Even though ponds in fields are drying up, drains are still running, and it is apparent that any blockages in water courses or in what were assumed to be dry ditches are causing problems that are reflected in wet spots in the middle of fields.

Looking at our own situation, I wonder how many farmers have full farm drainage maps.

It’s easy enough where the land project grant-aided a modern drainage scheme – they prepared excellent maps for each scheme, but many farms have a patchwork of drains put in over the last 200 years or perhaps longer.

In many cases, they are still working, but the type of drain varies from mole type installation, with just stone laid in a trench running from a wet patch to a ditch. Often, the stone comes right up to the surface and it acts as a conduit for the water both down the profile and along the gently sloping trench to the ditch or water course.

In other cases, early tiled drains were installed. In many of these, the diameter of the clay tile is very narrow and has, over the years, become clogged with silt or remnants of weeds and debris and often there is no option but to replace the whole system.

A year like this throws up evidence of where the problems are.

But to get back to this early spring, if and when the dry weather returns, we will start to graze some of the store cattle by day in some of the dry paddocks and follow the grazing with slurry. We have treated the slurry with an additive and there is no doubt the material has been easier to agitate and the normal pungent smell has been completely absent.

Whether the claim that there is less ammonia in the slurry and more available nitrate is another matter, I have no way of measuring whether or not the claim is valid; but I would be interested to know if there is a way of finding out.

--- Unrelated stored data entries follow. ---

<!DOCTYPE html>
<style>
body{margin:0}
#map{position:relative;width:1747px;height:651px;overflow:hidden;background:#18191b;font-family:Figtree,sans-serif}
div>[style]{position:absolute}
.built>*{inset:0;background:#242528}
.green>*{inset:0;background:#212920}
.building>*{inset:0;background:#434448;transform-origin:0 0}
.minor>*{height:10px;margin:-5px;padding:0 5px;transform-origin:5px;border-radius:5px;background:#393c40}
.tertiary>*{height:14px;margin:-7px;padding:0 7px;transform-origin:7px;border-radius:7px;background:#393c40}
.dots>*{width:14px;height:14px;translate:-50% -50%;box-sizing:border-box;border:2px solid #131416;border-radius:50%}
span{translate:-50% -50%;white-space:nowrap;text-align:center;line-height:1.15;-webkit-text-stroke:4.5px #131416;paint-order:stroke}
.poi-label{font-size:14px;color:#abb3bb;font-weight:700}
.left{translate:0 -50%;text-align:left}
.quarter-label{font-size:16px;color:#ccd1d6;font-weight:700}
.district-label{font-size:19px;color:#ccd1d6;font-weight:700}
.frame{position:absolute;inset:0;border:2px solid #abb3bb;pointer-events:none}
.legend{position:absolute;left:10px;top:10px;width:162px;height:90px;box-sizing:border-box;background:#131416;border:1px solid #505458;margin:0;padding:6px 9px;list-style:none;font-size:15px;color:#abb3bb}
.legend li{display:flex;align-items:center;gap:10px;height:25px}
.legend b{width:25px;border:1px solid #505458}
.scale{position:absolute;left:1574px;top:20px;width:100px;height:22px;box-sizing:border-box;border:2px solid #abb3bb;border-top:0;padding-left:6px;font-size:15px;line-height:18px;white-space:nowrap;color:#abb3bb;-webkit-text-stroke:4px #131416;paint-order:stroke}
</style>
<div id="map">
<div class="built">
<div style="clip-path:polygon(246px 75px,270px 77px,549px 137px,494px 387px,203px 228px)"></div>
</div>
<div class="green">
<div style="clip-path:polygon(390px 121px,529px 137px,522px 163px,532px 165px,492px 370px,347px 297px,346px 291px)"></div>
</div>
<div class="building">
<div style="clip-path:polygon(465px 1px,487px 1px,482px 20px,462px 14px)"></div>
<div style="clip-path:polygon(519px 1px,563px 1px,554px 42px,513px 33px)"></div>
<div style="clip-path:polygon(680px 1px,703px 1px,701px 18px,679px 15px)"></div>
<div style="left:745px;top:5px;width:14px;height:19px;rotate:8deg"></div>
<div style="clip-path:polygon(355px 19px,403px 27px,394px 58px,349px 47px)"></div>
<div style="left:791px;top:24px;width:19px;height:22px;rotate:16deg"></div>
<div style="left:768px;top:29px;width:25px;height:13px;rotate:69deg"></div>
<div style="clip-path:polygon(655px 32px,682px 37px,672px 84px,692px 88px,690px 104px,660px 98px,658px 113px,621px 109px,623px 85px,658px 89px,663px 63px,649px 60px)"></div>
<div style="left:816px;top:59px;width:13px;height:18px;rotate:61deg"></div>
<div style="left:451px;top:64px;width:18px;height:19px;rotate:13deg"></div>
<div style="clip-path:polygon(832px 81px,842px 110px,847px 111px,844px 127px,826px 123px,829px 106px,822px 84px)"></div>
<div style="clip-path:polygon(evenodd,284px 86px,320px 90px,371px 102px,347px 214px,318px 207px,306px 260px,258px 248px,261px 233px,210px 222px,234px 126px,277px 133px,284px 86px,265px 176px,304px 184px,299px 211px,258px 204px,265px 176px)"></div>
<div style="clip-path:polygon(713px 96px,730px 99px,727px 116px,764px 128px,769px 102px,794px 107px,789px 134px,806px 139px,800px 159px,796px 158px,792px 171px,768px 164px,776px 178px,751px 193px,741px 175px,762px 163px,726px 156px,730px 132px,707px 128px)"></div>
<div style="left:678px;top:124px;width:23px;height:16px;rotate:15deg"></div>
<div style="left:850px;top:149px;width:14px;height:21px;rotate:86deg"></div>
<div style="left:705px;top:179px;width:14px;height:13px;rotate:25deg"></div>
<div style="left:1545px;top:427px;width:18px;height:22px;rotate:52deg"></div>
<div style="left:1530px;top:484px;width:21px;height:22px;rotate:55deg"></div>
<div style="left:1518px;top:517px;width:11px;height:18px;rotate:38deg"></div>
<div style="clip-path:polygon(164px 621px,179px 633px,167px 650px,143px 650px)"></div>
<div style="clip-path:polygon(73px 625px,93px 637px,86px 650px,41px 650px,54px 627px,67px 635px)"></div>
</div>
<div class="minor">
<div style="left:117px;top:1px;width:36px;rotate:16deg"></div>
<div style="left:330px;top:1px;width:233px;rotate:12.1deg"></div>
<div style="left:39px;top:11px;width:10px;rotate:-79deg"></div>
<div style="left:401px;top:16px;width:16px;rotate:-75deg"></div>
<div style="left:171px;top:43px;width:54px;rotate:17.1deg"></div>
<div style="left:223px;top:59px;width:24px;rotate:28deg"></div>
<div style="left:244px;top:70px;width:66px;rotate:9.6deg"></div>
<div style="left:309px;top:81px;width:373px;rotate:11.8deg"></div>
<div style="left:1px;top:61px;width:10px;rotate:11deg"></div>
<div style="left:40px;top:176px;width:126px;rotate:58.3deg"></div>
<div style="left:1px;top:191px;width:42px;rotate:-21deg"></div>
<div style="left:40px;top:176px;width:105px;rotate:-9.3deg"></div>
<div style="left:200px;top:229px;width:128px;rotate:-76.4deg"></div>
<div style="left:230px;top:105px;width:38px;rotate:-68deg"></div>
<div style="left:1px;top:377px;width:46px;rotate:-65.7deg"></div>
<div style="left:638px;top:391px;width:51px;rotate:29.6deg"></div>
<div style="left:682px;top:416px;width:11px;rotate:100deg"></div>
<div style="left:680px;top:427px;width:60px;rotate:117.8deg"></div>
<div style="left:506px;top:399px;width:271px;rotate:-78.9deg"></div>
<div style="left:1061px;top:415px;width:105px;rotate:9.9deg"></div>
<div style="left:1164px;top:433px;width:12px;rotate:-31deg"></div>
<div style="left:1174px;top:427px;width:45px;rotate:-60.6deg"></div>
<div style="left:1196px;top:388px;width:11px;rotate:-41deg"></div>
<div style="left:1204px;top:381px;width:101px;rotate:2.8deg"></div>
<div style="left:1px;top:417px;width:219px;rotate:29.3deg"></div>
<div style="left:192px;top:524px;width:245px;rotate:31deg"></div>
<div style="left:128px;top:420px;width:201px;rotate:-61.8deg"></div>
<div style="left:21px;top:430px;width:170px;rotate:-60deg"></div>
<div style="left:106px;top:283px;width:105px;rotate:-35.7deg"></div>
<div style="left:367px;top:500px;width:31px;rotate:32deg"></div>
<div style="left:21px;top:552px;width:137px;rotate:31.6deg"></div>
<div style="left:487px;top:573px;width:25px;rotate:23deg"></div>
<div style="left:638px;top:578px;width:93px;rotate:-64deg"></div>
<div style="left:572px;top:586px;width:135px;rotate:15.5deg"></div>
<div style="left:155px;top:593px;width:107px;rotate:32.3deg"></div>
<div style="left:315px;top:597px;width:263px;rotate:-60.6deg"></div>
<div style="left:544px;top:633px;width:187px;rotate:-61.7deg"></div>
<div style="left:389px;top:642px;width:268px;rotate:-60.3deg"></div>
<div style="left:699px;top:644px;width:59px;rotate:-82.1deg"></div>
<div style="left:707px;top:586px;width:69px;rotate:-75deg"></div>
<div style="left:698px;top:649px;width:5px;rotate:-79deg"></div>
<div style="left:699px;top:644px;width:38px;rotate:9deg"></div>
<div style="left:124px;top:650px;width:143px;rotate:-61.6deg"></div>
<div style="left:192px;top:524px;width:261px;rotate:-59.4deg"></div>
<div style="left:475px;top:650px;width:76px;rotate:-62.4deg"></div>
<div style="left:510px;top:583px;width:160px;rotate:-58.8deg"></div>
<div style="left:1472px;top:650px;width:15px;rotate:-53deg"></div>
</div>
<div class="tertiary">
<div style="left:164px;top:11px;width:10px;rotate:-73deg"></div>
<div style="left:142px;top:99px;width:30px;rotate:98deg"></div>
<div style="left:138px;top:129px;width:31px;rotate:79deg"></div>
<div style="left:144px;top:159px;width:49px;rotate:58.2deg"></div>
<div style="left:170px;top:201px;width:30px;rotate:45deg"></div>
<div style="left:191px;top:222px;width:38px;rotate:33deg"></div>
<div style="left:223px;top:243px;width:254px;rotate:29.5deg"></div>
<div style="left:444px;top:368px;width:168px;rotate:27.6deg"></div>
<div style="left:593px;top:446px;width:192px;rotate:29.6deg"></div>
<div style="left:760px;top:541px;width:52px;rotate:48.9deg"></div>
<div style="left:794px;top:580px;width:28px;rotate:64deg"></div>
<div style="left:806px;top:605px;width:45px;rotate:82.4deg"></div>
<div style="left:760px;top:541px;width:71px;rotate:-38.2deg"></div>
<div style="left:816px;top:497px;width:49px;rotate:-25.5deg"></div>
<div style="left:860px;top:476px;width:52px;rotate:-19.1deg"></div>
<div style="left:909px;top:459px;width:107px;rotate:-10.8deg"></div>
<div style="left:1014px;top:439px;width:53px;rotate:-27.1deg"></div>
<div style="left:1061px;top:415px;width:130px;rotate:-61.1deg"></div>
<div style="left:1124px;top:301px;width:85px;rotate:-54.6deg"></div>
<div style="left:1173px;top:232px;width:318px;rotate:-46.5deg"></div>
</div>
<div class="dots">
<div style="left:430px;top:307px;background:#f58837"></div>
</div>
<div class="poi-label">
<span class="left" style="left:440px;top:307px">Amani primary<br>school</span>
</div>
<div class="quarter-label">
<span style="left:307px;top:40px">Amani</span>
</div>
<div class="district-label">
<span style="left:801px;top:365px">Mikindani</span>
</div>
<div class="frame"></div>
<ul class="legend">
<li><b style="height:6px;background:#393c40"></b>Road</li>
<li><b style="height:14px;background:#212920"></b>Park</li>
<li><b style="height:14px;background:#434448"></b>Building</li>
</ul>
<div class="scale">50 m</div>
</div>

On the tillage side, we still have no nitrogen or any other fertiliser bought. We have got one or two tentative quotes, but with grain prices back to the level of two years ago and nitrogen prices almost twice as high as they were then, the prospective margins are shrinking. There seems to be little prospect of cut price opportunistic imports.

Everyone in the trade with existing stocks has an interest in keeping prices as high as possible until the stocks are cleared.

Despite my reluctance to buy at current prices, we will have to place an order for at least some of our needs this week.